§ WORK ITEM
Filter the data below for the string "lists" and copy each matching line.

§ INFORMATION PROVIDED
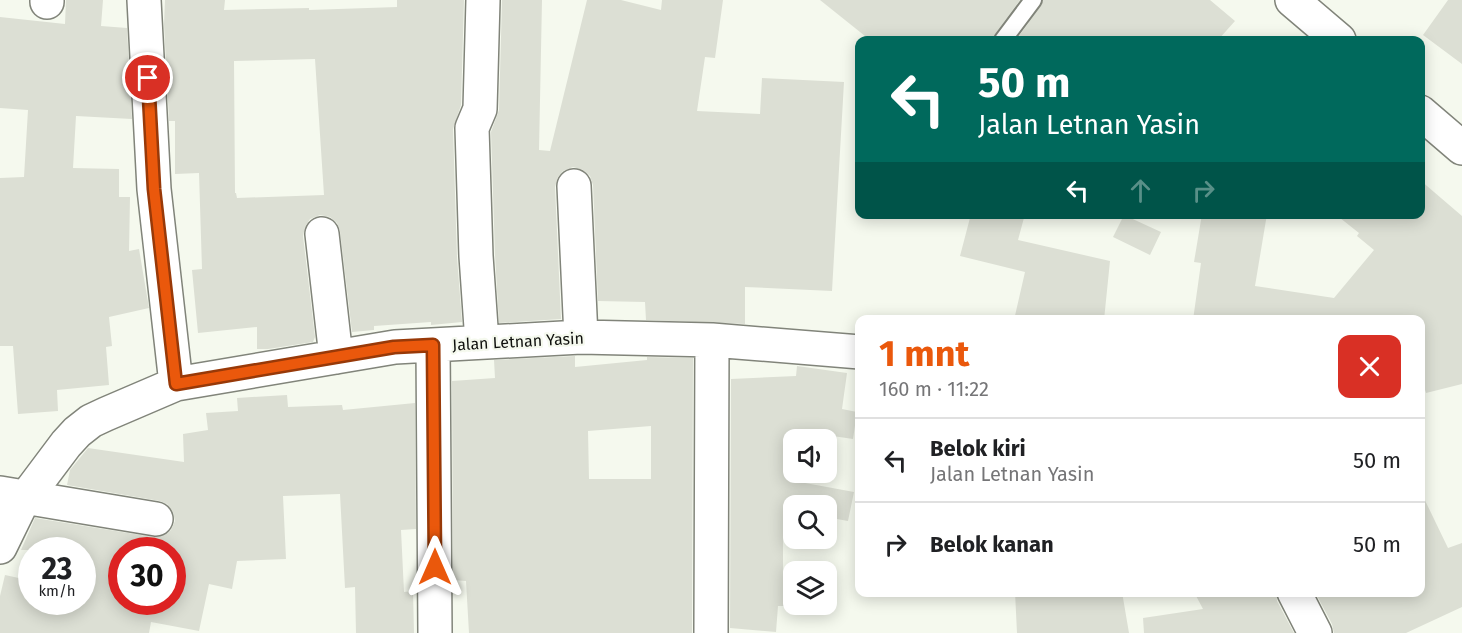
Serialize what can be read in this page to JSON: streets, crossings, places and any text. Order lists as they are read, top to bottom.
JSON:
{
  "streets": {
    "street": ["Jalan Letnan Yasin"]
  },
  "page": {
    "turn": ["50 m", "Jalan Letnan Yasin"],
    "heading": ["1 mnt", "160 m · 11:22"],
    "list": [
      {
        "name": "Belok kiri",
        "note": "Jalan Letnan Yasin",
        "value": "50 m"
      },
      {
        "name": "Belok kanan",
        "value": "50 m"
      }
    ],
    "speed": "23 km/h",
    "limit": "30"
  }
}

...

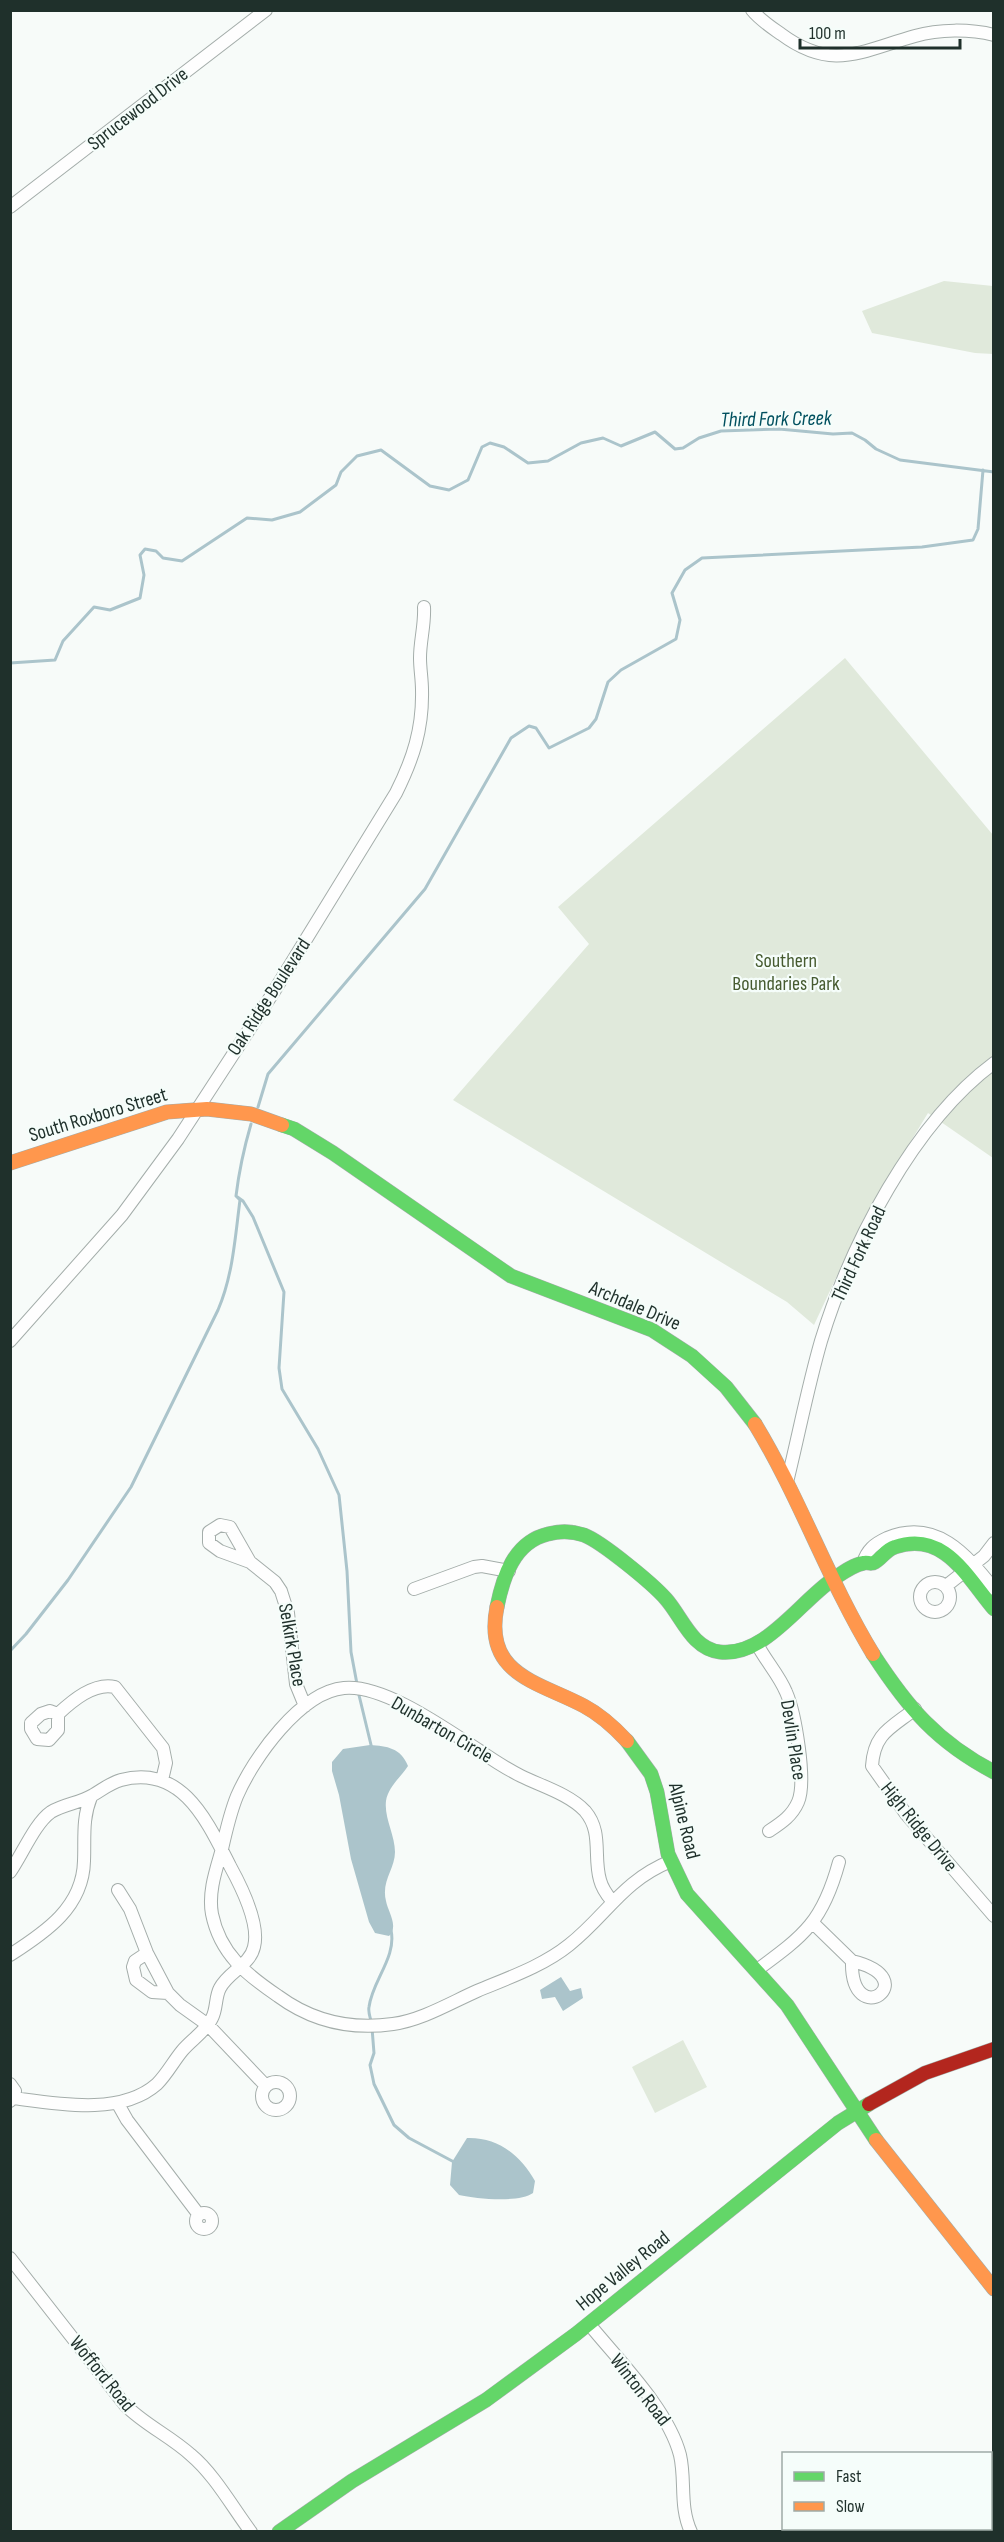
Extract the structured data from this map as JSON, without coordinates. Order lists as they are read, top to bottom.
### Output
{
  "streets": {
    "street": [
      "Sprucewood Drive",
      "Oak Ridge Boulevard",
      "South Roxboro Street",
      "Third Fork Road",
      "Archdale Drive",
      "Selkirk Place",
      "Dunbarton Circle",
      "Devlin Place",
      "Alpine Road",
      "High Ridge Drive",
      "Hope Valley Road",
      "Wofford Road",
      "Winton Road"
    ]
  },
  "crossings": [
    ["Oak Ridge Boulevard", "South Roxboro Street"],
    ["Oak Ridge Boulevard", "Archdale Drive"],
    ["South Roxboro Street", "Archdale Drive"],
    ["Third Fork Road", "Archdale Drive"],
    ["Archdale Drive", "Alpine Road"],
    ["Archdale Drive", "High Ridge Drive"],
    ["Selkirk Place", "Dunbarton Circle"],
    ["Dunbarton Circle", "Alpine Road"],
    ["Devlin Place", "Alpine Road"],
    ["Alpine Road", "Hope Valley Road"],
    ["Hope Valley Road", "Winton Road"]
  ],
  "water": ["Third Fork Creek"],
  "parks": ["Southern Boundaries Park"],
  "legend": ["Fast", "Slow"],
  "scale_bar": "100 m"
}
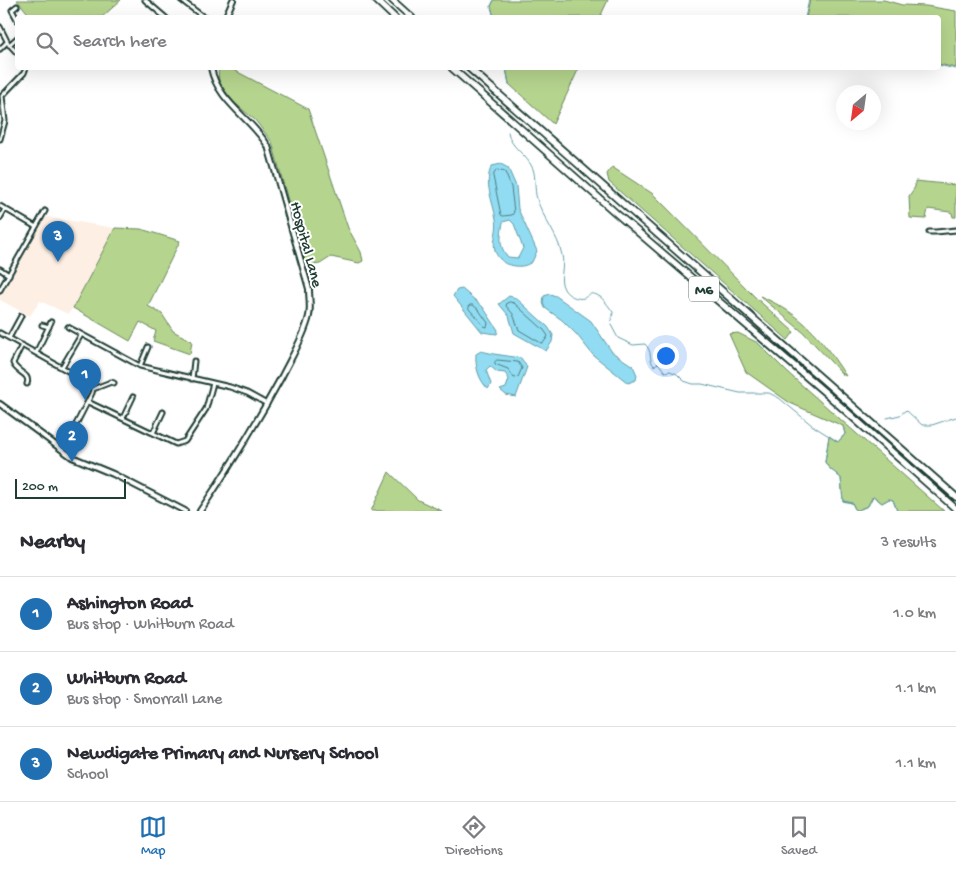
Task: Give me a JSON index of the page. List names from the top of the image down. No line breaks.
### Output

...

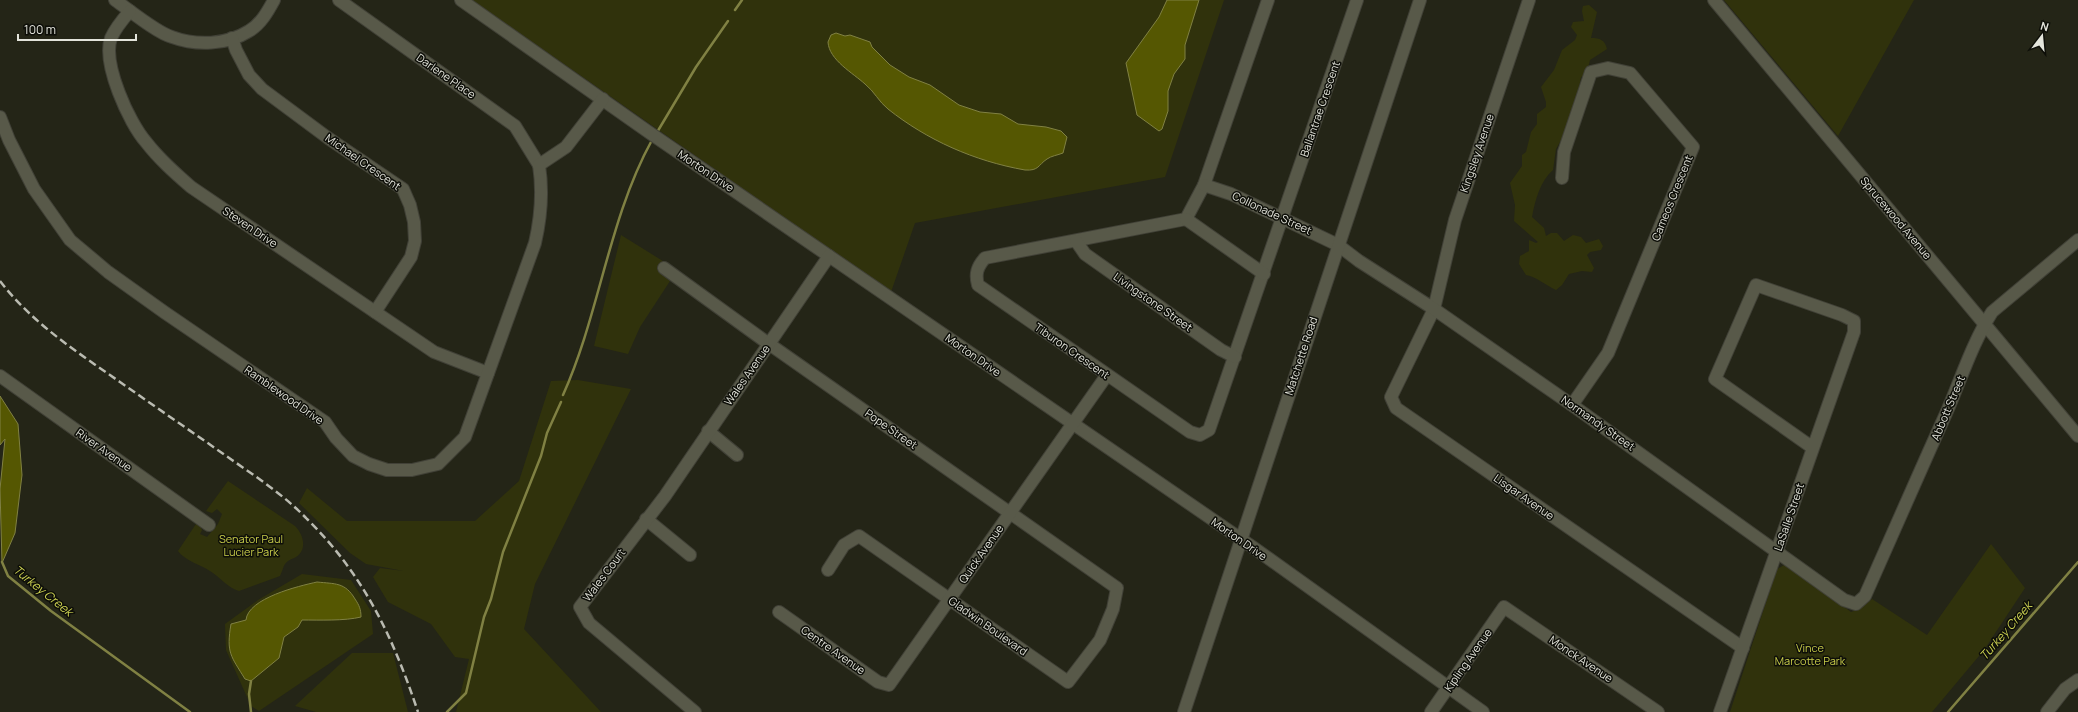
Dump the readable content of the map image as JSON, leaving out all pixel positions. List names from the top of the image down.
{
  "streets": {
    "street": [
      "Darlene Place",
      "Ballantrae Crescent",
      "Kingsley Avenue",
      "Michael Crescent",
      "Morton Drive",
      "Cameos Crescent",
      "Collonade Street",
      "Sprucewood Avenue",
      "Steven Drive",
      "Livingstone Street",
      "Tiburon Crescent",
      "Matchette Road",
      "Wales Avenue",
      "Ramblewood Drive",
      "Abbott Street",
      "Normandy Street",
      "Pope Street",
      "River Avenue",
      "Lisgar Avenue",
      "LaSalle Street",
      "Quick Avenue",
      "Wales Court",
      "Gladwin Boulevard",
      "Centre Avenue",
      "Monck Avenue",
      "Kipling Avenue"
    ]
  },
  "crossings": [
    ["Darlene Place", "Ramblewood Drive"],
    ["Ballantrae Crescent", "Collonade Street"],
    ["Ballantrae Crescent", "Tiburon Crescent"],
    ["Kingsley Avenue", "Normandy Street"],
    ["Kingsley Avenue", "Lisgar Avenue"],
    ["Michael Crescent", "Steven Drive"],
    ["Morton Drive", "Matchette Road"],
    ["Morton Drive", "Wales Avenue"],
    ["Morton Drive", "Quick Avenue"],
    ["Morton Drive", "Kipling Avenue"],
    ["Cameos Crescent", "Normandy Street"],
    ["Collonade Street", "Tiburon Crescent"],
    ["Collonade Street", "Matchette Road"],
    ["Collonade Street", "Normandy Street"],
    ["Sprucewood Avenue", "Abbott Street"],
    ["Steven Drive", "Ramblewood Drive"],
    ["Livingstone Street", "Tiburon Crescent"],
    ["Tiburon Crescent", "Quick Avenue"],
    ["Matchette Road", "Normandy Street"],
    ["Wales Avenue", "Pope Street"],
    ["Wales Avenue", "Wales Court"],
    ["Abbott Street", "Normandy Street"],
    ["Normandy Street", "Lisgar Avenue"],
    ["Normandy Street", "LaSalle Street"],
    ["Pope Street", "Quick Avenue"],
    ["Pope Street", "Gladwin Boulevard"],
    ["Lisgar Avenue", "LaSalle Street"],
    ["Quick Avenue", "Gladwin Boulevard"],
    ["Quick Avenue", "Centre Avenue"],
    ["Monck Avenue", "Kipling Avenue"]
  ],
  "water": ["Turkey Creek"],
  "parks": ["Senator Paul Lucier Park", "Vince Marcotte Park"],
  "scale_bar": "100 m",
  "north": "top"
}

§ WRITTEN ANSWER
Serialize what can be read in this page to JSON: streets, crossings, places and any text. Order lists as they are read, top to bottom.
Extract the structured data from this map as JSON, without coordinates. Order lists as they are read, top to bottom.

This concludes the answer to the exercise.